Validation Error - Help with GPU (Caicos)

Suj78
Suj78
Joined: 12 Apr 15
Posts: 3
Credit: 3843779
RAC: 0
Topic 198678

I have been informed my work units have been invalidated for some time on one of my machines. Its an older Dell computer but here is the GPU information.

https://www.techpowerup.com/gpuz/details/dxvuw

I am not sure what exactly is wrong to cause the invalidation. Can someone help me out.

Gary Roberts
Gary Roberts
Moderator
Joined: 9 Feb 05
Posts: 5872
Credit: 117922291273
RAC: 34539932

Validation Error - Help with GPU (Caicos)

You actually have two machines that are having problems. The problems are quite different so I'll comment on each one individually.

Firstly, the machine with the AMD A10-6700 APU. I really know nothing about these processors but if you look at the task ID link for the most recently failed task, you will see the stderr.txt messages that were sent back to the project. The snippet below shows the actual error message.

7.6.22

exceeded elapsed time limit 113685.60 (5600000.00G/49.26G)


In other words, the crunching of this task was terminated by BOINC, not because of a computation error, but because BOINC saw that the task was taking far too long to crunch and had exceeded a built-in time limit. If you look at your full list of tasks, you will see that the very next one actually succeeded in a time (103,784.15 secs) just a bit less than the limit (113,685.60 secs).

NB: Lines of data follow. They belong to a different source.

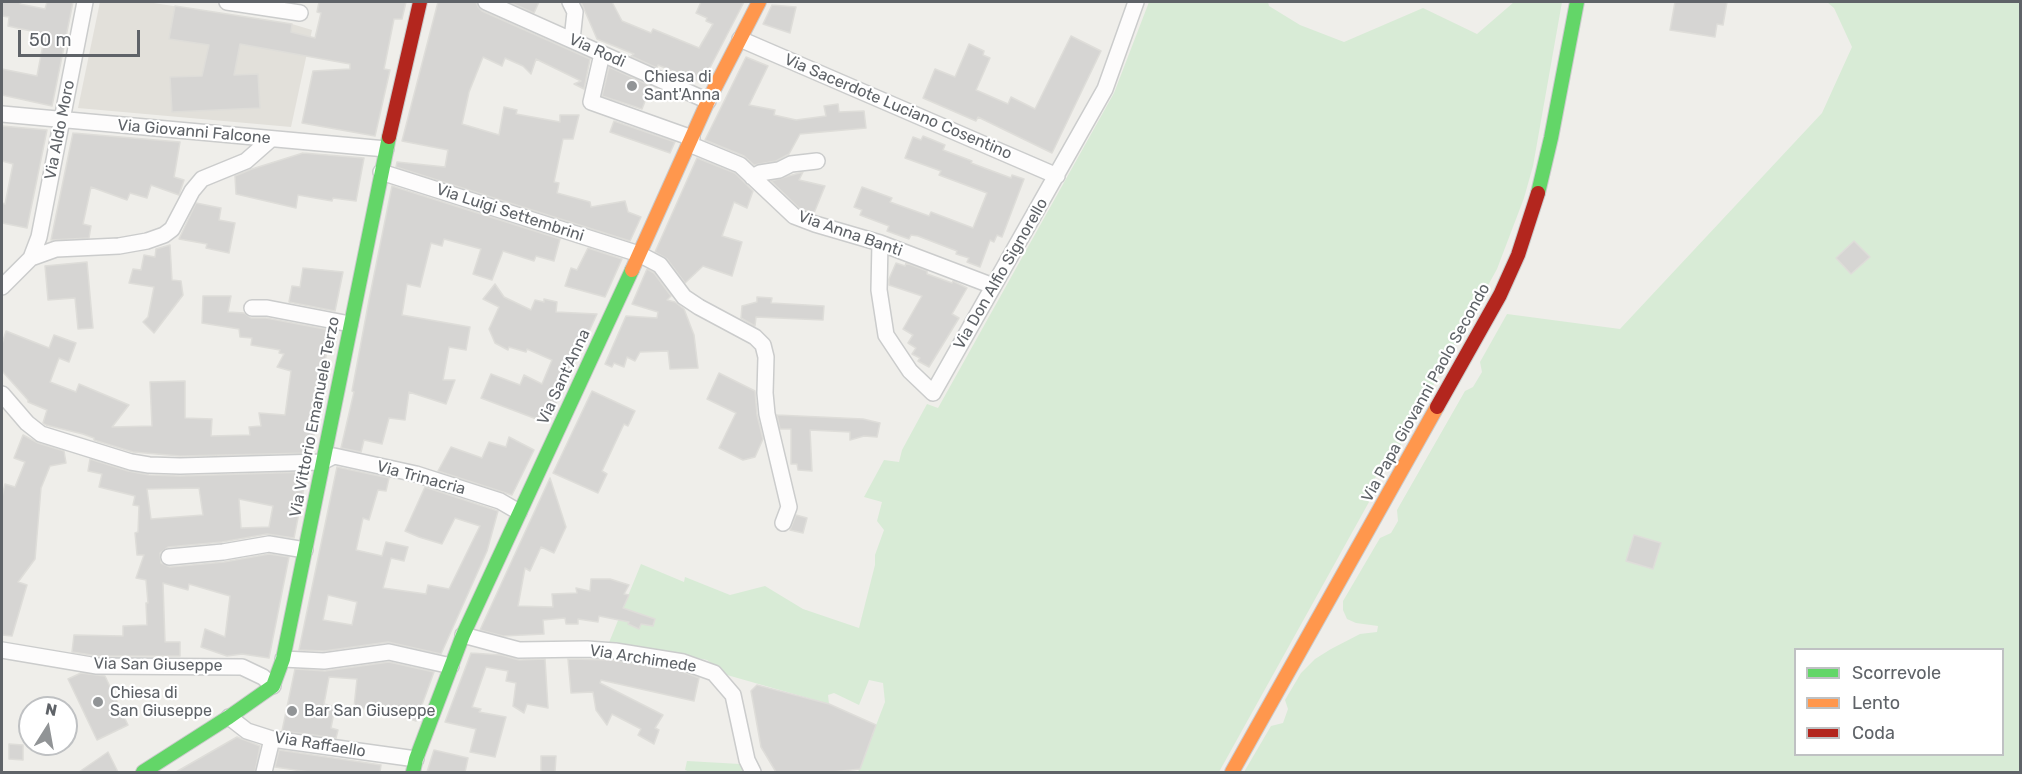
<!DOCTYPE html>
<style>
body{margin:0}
#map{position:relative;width:2022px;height:774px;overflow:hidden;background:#efeeea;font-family:Rubik,sans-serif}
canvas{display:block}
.frame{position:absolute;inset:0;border:3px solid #5f6368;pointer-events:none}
.legend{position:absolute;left:1794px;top:648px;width:210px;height:108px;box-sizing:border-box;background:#fff;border:2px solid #bfc1c3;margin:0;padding:8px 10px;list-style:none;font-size:18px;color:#5f6368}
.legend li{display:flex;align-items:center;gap:12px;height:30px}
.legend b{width:30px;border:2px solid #bfc1c3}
.north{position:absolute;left:18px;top:696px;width:60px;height:60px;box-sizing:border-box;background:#fff;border:2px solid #bfc1c3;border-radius:50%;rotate:11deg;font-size:16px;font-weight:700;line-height:24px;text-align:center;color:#5f6368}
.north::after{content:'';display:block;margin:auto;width:21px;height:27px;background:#919496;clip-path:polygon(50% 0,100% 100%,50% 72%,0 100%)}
.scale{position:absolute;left:18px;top:30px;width:122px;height:27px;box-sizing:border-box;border:3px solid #5f6368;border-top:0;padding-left:8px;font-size:18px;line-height:21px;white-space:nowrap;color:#5f6368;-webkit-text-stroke:4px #fff;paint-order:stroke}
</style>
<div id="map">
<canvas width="2022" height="774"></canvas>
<div class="frame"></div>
<ul class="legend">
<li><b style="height:8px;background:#63d668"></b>Scorrevole</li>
<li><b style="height:8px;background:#ff974d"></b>Lento</li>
<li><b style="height:8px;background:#b3261e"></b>Coda</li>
</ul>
<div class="north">N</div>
<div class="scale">50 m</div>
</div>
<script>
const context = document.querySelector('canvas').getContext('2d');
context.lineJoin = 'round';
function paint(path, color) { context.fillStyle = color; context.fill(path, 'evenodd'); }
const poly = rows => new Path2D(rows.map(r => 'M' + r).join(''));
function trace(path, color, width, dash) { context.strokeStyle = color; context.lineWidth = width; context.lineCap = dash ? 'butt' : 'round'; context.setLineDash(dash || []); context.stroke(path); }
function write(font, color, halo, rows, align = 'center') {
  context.font = font + ' Rubik,sans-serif'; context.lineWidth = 4.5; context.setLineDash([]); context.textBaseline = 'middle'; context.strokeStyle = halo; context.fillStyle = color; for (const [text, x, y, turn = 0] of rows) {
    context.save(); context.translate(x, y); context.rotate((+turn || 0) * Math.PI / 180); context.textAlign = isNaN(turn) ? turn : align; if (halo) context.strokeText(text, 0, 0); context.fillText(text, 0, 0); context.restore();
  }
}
paint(poly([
 [100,2,147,2,292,24,312,30,291,127,78,108]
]), '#e2e0da');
paint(poly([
 [1149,2,1268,2,1269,6,1300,25,1344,42,1423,8,1477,34,1514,2,1562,2,1533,166,1524,198,1497,269,1393,459,1388,457,1374,480,1379,484,1219,772,858,772,885,702,883,683,869,680,859,705,834,693,828,695,829,704,727,675,707,660,662,651,608,645,641,564,684,582,685,577,730,595,765,586,803,609,859,628,875,565,875,555,884,530,877,521,882,502,864,497,884,460,899,462,902,450,927,404,938,408,1114,93],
 [1827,2,2020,2,2020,772,1244,772,1271,726,1283,723,1288,709,1285,700,1301,673,1315,659,1331,649,1360,634,1377,632,1378,626,1356,623,1347,619,1343,610,1343,601,1380,538,1391,533,1398,521,1397,510,1465,391,1473,387,1482,372,1480,362,1507,314,1620,329,1822,113,1852,47,1834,8],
 [1796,650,2002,650,2002,754,1796,754],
 [687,761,740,764,744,772,690,772,685,770]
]), '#d8ebd6');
const building = poly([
 [2,2,21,2,20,4,45,9,47,2,73,2,52,106,2,95,2,69,37,76,45,34,8,26,9,17,2,16,2,2],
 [319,2,406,2,402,19,394,19,384,69,390,70,375,136,302,123,313,71,350,69,350,64,240,44,234,75,258,74,260,108,172,112,170,77,202,76,209,45,169,39,175,6,292,24,291,32,315,38,321,13,317,12,319,2],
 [438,2,476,2,478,7,482,11,590,59,584,89,574,84,581,81,536,59,531,74,523,66,505,58,502,66,483,57,469,92,462,124,499,135,504,107,517,110,516,114,560,122,560,115,579,115,573,139,563,139,554,182,559,183,557,193,590,202,591,207,625,201,628,212,641,217,630,241,396,167,397,162,445,167,448,150,402,141,438,2],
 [509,2,539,2,534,13,509,2],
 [581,2,612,2,622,21,651,33,653,29,699,48,713,24,706,21,707,18,696,13,701,2,744,2,702,83,658,65,657,68,631,56,634,54,597,39,581,2],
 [1675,2,1727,2,1723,25,1717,24,1715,37,1670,30,1675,2],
 [772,5,796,7,790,33,763,24,772,5],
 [1071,36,1101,51,1052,153,978,117,976,121,923,98,935,69,955,77,969,44,984,51,983,55,990,58,976,90,1008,104,1011,97,1035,109,1071,36],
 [746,57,768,66,749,105,775,110,774,115,796,120,826,116,824,106,838,104,839,112,864,111,866,128,800,134,789,154,776,161,754,165,744,156,705,140,746,57],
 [609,67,651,86,642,109,602,96,609,67],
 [614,121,675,142,670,153,610,132,614,121],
 [2,126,47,130,27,228,2,223,2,203,5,204,13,164,2,161,2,126],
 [73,133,180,142,174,177,184,180,179,195,151,185,147,198,130,193,127,200,91,187,83,224,91,226,89,238,51,240,73,133],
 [923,136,945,145,943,150,972,161,971,163,1011,178,1012,175,1024,179,1002,237,997,235,994,242,990,240,980,267,967,262,969,258,956,254,957,251,918,236,911,235,909,239,887,231,889,226,860,215,862,210,854,207,862,187,892,198,890,202,929,216,931,212,973,228,987,193,939,175,941,171,905,158,913,137,921,140,923,136],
 [303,153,364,158,356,201,333,198,332,201,298,195,296,208,236,194,235,176,252,169,303,153],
 [697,158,735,173,753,191,747,208,734,202,722,236,742,242,732,276,703,266,685,283,667,259,655,252,697,158],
 [803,172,799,180,825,186,814,213,799,208,771,181,803,172],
 [392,186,560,239,554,261,536,256,534,261,503,251,492,280,473,274,481,249,444,239,442,246,431,243,420,287,407,284,402,315,470,327,466,350,449,347,443,380,455,380,446,404,409,392,405,420,389,418,382,444,364,440,361,452,341,448,354,392,352,391,369,300,392,186],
 [196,203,221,208,219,220,235,223,229,253,206,248,207,244,179,239,196,203],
 [1854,241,1870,257,1851,274,1836,258,1854,241],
 [170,245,172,280,181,281,183,295,154,333,143,322,148,317,154,287,129,283,133,269,141,270,144,255,155,257,156,249,170,245],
 [588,248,622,259,605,297,565,286,571,268,577,270,588,248],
 [87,262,93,328,78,329,75,298,48,300,45,266,87,262],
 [896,263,905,266,906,263,927,271,927,274,952,283,953,281,967,288,952,314,959,318,929,367,918,361,920,358,912,354,916,348,908,343,913,335,903,329,922,296,889,285,889,279,896,263],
 [303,268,343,272,335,311,289,302,292,286,300,287,303,268],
 [647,269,654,273,671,296,667,300,675,302,684,309,694,335,698,368,670,369,668,351,640,352,635,361,627,357,624,367,614,363,612,367,605,364,626,316,657,318,658,312,632,304,647,269],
 [495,284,504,297,531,310,535,300,544,302,544,299,557,302,556,312,597,314,547,423,481,398,491,374,520,385,524,375,542,384,552,360,527,349,526,352,509,347,508,350,495,343,489,329,499,307,483,299,495,284],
 [203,296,231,296,228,312,244,313,251,318,266,318,330,330,311,453,180,456,133,452,94,440,94,438,83,434,46,425,43,423,47,410,28,402,28,400,2,371,2,344,6,331,49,348,54,335,76,343,69,362,59,358,50,382,76,392,79,384,129,405,112,427,152,426,150,382,185,381,185,418,212,419,211,436,250,435,249,427,261,426,259,413,285,415,291,371,277,367,284,354,279,353,280,350,251,345,252,338,240,337,239,329,202,323,203,296],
 [757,297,772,298,771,303,824,306,823,320,756,317,755,326,741,318,742,306,757,302,757,297],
 [719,373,755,391,757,415,763,439,755,457,743,460,719,448,736,413,707,399,719,373],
 [592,391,635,411,628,426,624,424,602,471,607,474,598,493,553,473,592,391],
 [777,415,863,419,880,423,877,437,864,436,850,440,850,432,810,430,812,471,798,470,797,464,791,464,791,429,780,429,777,415],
 [23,435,38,443,64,451,66,463,50,466,41,488,35,559,18,582,27,585,12,636,2,635,2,497,5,484,15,487,25,462,14,458,23,435],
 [509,437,534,450,512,495,438,471,451,447,482,458,489,442,506,447,509,437],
 [90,459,128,471,149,475,180,476,307,472,294,538,267,534,222,542,168,547,160,553,161,563,170,567,224,562,269,554,289,557,269,658,242,654,227,656,201,647,205,629,225,637,230,596,189,584,188,590,163,583,165,642,180,642,180,656,98,656,72,652,74,635,123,636,123,626,147,625,146,603,148,603,146,580,136,578,144,555,137,555,135,533,138,532,139,506,133,505,135,496,99,487,102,474,88,471,90,459],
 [199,488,203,515,151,519,147,489,199,488],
 [239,499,273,506,269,527,241,528,239,499],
 [337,467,389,478,386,491,378,490,369,520,363,518,356,550,382,556,386,542,408,547,404,561,391,558,383,588,426,594,428,585,449,589,480,526,455,518,442,544,419,537,405,531,425,487,498,511,487,551,441,654,388,642,324,651,299,650,337,467],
 [328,595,357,602,352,625,323,620,328,595],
 [550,478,566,527,554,553,541,547,530,571,525,568,518,606,553,607,552,594,577,593,576,588,590,591,591,579,610,579,629,585,624,594,629,595,623,608,655,619,653,626,641,624,639,629,628,624,629,622,599,616,598,622,578,619,578,624,566,624,565,618,543,620,544,634,503,636,480,630,550,478],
 [796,515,807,518,803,533,790,530,796,515],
 [1634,535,1661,543,1653,569,1626,561,1634,535],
 [471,653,501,655,519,660,545,659,548,708,527,704,524,713,513,706,516,683,506,681,508,671,486,667,472,707,481,709,479,712,506,717,495,757,470,752,476,729,445,722,471,653],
 [568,659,611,660,681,671,699,678,694,701,601,680,600,683,663,715,655,728,659,730,654,744,638,735,641,729,612,714,607,725,596,710,593,692,571,693,568,659],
 [389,662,434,672,416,721,396,714,354,707,357,679,329,677,324,704,335,707,331,728,338,730,336,738,282,731,295,669,325,671,389,662],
 [81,673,105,676,128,725,97,740,68,679,81,673],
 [757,685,829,704,876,725,860,769,832,772,776,772,761,747,751,691,757,685],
 [237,737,260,746,255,772,176,772,237,737],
 [9,744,23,745,23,760,9,759,9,744],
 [279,750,381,765,380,772,309,772,275,767,279,750],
 [434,750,468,758,465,772,427,772,434,750],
 [108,752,118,772,79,772,108,752],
 [541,756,556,756,555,772,541,772,541,756]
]);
paint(building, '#d6d5d3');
trace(building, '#deddd9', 1.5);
const street = poly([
 [227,2,300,13],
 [486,2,708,101],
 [570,2,575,12,572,40],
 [740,39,1057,176],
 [602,54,591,102,692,138],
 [2,114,386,149],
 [689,144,740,165,794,216,815,224,880,243,993,286],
 [381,172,639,254,660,265,684,297,699,307,755,337,763,345,766,357,765,393,767,414,789,507,783,523],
 [752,177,760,173,779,170,791,164,817,161],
 [880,243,879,290,886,335,910,371,933,393,1105,89,1136,2],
 [31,258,39,237,85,2],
 [2,287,31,258,56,249,119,246,147,241,164,235,172,229,192,191,202,179,246,161,271,139],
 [252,308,267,308,350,324],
 [2,394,27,423,41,434,131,462,149,465,180,466,322,462,334,456,416,474,500,501,519,512],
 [169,557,223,552,269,544,305,550],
 [463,635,519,650,587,649,615,651,683,662,714,673,733,695,747,760,753,772],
 [2,650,97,666,242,667,263,677,273,686],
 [283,659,324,661,389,652,451,666],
 [229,717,247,731,272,739,416,759],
 [264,772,272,739]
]);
const fast = poly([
 [1538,193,1551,138,1577,2],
 [143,772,229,717,273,686,283,659,389,137],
 [413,772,416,759,463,635,632,270]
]);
const slow = poly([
 [632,270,708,101,759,2],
 [1232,772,1437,407]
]);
const jam = poly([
 [389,137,420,2],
 [1437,407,1500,295,1518,255,1538,193]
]);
trace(street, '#cbcccc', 18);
trace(fast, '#cacacb', 16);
trace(slow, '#cacacb', 16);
trace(jam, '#cacacb', 16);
trace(street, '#fdfcfc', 15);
trace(fast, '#63d668', 14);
trace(slow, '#ff974d', 14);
trace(jam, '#b3261e', 14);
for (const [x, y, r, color] of [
 [632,86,6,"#919496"],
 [98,702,6,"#919496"],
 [292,711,6,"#919496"]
]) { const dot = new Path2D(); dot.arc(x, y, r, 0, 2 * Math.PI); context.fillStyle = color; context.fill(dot); trace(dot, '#fff', 2); }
write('16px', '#5f6368', '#fff', [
 ["Via Rodi",597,51,24],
 ["Via Sacerdote Luciano Cosentino",898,107,23],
 ["Via Aldo Moro",60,130,-79],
 ["Via Giovanni Falcone",194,132,5],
 ["Via Luigi Settembrini",510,213,18],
 ["Via Anna Banti",850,234,19],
 ["Via Don Alfio Signorello",1001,274,-60],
 ["Via Sant'Anna",564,377,-65],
 ["Via Papa Giovanni Paolo Secondo",1426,393,-61],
 ["Via Vittorio Emanuele Terzo",315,417,-79],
 ["Via Trinacria",421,478,15],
 ["Via Archimede",643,659,9],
 ["Via San Giuseppe",158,665,1],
 ["Via Raffaello",320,745,9]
]);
write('16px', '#5f6368', '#fff', [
 ["Chiesa di",644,77],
 ["Sant'Anna",644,95],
 ["Chiesa di",110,693],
 ["San Giuseppe",110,711],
 ["Bar San Giuseppe",304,711]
], 'left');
</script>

To make sure you crunch these GPU tasks faster in future and don't risk testing the limit, the best thing for you to do initially would be to change your BOINC preferences to NOT allow all 4 CPU cores to crunch CPU tasks. You may have to experiment to get the best results. You should open BOINC Manager (Advanced view) and find the menu item that will allow you to reduce the number of CPU cores that BOINC is allowed to use. I don't use v7.6.22 (I use 7.2.42) so it may be a different menu item to what I'm used to. On mine, it's under Tools->Computing Prefs->Processor usage. I would change the 100% default value to 75% or even 50% of the processors to see what gives the best improvement in reduction of GPU crunch time. I think you may get a quite useful improvement.

Please try both 75% and 50% of processors and allow enough time to do a couple of tasks completely at each setting so that you can get a reasonable idea of the improvement. Once we have that information, there are other things that can be tried to get perhaps even further improvement in efficiency.

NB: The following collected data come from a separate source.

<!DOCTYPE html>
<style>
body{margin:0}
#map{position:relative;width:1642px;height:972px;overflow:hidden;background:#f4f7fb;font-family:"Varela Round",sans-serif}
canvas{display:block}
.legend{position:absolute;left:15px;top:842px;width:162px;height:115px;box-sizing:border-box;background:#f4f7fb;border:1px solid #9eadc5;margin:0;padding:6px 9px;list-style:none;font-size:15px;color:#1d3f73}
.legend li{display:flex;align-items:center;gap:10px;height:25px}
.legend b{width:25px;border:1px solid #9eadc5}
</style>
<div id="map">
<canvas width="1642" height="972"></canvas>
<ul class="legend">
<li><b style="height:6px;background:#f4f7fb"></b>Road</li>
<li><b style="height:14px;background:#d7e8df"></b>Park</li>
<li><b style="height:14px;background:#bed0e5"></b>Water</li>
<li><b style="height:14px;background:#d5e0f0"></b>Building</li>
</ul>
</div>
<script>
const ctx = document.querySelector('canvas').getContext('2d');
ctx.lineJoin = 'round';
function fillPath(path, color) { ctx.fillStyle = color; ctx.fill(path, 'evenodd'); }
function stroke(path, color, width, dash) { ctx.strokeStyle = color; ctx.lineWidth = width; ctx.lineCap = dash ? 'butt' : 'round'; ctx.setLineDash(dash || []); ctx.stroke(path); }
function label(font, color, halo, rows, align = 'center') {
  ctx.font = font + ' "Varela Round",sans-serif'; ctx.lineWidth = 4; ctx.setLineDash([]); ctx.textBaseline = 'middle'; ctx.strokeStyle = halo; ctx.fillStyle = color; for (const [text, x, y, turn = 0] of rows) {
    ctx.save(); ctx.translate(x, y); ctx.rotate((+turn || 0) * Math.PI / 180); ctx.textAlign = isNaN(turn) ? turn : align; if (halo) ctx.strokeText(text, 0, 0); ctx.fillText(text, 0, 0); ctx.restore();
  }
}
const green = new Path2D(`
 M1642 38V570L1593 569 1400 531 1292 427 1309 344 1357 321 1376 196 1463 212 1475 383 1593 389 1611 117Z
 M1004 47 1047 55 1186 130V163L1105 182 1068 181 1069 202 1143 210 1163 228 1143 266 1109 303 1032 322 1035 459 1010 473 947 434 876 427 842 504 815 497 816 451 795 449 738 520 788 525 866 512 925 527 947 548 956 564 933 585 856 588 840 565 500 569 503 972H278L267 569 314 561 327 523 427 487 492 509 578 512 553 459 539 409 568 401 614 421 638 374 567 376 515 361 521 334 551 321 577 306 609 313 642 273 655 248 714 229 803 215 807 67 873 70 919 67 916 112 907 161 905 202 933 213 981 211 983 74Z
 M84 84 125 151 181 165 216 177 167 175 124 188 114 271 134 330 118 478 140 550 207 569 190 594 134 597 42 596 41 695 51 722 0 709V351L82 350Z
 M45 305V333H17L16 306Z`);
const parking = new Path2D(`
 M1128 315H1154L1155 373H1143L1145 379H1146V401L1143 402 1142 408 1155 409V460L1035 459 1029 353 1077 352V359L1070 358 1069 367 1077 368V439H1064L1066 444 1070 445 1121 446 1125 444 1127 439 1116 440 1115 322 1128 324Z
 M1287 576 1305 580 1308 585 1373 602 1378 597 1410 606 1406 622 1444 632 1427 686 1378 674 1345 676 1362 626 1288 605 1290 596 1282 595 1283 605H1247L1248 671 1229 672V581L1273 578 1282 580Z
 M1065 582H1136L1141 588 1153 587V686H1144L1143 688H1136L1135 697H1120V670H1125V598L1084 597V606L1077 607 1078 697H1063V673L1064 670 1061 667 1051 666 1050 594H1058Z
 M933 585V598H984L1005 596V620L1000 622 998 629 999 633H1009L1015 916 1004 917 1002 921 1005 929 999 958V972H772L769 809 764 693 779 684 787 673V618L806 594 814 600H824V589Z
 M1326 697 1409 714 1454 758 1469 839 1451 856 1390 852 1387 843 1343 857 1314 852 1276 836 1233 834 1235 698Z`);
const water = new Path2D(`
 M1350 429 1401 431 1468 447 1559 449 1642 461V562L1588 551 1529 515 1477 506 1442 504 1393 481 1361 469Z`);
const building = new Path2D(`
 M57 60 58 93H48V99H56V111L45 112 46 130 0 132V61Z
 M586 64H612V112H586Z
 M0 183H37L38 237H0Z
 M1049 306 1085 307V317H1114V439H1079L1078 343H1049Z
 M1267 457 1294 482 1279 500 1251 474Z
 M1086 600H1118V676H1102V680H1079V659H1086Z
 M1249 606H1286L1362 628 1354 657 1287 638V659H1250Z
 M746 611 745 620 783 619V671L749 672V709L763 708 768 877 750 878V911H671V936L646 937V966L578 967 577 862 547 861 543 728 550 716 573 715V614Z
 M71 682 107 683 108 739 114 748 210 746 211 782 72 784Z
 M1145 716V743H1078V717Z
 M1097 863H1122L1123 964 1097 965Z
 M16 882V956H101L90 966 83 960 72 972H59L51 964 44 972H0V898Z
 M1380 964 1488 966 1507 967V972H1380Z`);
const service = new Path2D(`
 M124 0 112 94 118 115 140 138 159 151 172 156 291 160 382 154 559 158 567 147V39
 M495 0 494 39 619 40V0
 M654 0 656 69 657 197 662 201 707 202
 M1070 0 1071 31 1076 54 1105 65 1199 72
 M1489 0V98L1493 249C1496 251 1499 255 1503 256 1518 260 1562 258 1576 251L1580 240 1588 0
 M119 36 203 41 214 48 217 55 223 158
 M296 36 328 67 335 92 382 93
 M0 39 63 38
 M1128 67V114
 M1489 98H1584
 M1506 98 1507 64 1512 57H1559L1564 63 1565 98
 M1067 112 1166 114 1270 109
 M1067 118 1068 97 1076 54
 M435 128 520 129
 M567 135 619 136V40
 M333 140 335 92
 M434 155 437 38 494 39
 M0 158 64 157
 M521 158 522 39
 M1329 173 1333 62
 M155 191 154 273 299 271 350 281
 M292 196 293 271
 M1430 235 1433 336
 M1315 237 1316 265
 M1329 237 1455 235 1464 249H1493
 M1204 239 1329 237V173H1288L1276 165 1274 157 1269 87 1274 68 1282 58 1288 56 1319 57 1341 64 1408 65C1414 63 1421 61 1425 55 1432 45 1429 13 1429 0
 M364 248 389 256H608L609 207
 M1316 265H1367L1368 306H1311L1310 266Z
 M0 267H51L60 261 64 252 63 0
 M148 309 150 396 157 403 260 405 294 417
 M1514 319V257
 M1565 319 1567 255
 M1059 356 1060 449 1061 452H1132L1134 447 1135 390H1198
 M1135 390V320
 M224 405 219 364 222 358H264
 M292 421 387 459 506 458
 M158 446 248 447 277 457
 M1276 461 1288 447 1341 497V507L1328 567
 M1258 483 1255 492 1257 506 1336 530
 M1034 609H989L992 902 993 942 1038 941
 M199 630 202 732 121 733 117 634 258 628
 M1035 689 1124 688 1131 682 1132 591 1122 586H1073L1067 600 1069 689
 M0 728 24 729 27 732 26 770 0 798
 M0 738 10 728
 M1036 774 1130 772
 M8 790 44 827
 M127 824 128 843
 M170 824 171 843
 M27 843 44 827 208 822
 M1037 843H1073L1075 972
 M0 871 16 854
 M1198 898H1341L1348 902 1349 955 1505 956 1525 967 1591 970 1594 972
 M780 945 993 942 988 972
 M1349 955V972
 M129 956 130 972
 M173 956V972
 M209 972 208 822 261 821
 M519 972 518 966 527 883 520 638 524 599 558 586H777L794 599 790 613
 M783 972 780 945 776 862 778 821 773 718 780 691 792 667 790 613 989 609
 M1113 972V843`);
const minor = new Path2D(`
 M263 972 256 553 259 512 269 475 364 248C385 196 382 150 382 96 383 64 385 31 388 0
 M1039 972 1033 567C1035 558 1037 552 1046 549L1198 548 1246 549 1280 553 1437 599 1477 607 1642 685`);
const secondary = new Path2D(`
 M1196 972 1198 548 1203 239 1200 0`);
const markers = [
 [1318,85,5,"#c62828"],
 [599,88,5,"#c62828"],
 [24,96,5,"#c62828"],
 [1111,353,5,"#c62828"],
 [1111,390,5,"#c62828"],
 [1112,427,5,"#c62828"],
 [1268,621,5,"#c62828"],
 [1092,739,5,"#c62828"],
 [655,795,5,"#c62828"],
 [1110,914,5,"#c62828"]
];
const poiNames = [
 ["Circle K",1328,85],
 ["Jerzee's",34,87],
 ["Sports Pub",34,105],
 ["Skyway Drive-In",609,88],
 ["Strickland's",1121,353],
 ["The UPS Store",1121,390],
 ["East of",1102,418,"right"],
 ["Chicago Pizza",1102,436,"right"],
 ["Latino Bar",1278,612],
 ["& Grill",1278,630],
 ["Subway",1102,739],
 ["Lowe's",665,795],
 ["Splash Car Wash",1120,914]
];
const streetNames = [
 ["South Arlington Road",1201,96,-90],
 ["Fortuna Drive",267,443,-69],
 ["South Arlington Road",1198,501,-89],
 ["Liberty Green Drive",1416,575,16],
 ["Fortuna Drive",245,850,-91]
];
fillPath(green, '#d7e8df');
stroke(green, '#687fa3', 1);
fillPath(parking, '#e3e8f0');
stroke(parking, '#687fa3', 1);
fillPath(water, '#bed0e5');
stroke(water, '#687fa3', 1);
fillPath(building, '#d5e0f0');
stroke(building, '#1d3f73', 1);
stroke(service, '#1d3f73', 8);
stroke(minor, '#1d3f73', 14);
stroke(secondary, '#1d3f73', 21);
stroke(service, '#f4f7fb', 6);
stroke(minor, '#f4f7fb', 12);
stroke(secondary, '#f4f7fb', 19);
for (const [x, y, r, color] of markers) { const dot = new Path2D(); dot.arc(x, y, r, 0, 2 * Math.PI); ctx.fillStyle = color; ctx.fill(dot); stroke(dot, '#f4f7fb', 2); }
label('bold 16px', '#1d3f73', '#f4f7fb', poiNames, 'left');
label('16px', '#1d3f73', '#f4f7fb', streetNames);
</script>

Now the machine with the Caicos series GPU. This is not an integrated GPU and there is no "time limit exceeded" problem here. If you pick any failed task in your list and click on its task ID link, there are no error messages. The crunching was completed successfully in every case. However, none of your results seem to agree with what other hosts are producing. If you look at your complete list of tasks, none have been marked as valid.

There is no easy way to predict what might be causing this. It's highly unlikely to be a problem with the tasks themselves since other computers doing the same work are producing valid answers. It's most likely some issue with your hardware. From the link you provided, I assume there is no overclocking. The information in that link doesn't show GPU temperature. Have you measured that and have you inspected the heat sink and fan for cleanliness and proper running? If these things are OK, you need to think about things like RAM and PSU, as well as the GPU itself. There will likely be something operating out of spec, perhaps not enough to crash the machine but just enough to make the answers wrong enough to be declared invalid. To protect the science, the answers have to agree pretty closely with what another host produces to be declared valid.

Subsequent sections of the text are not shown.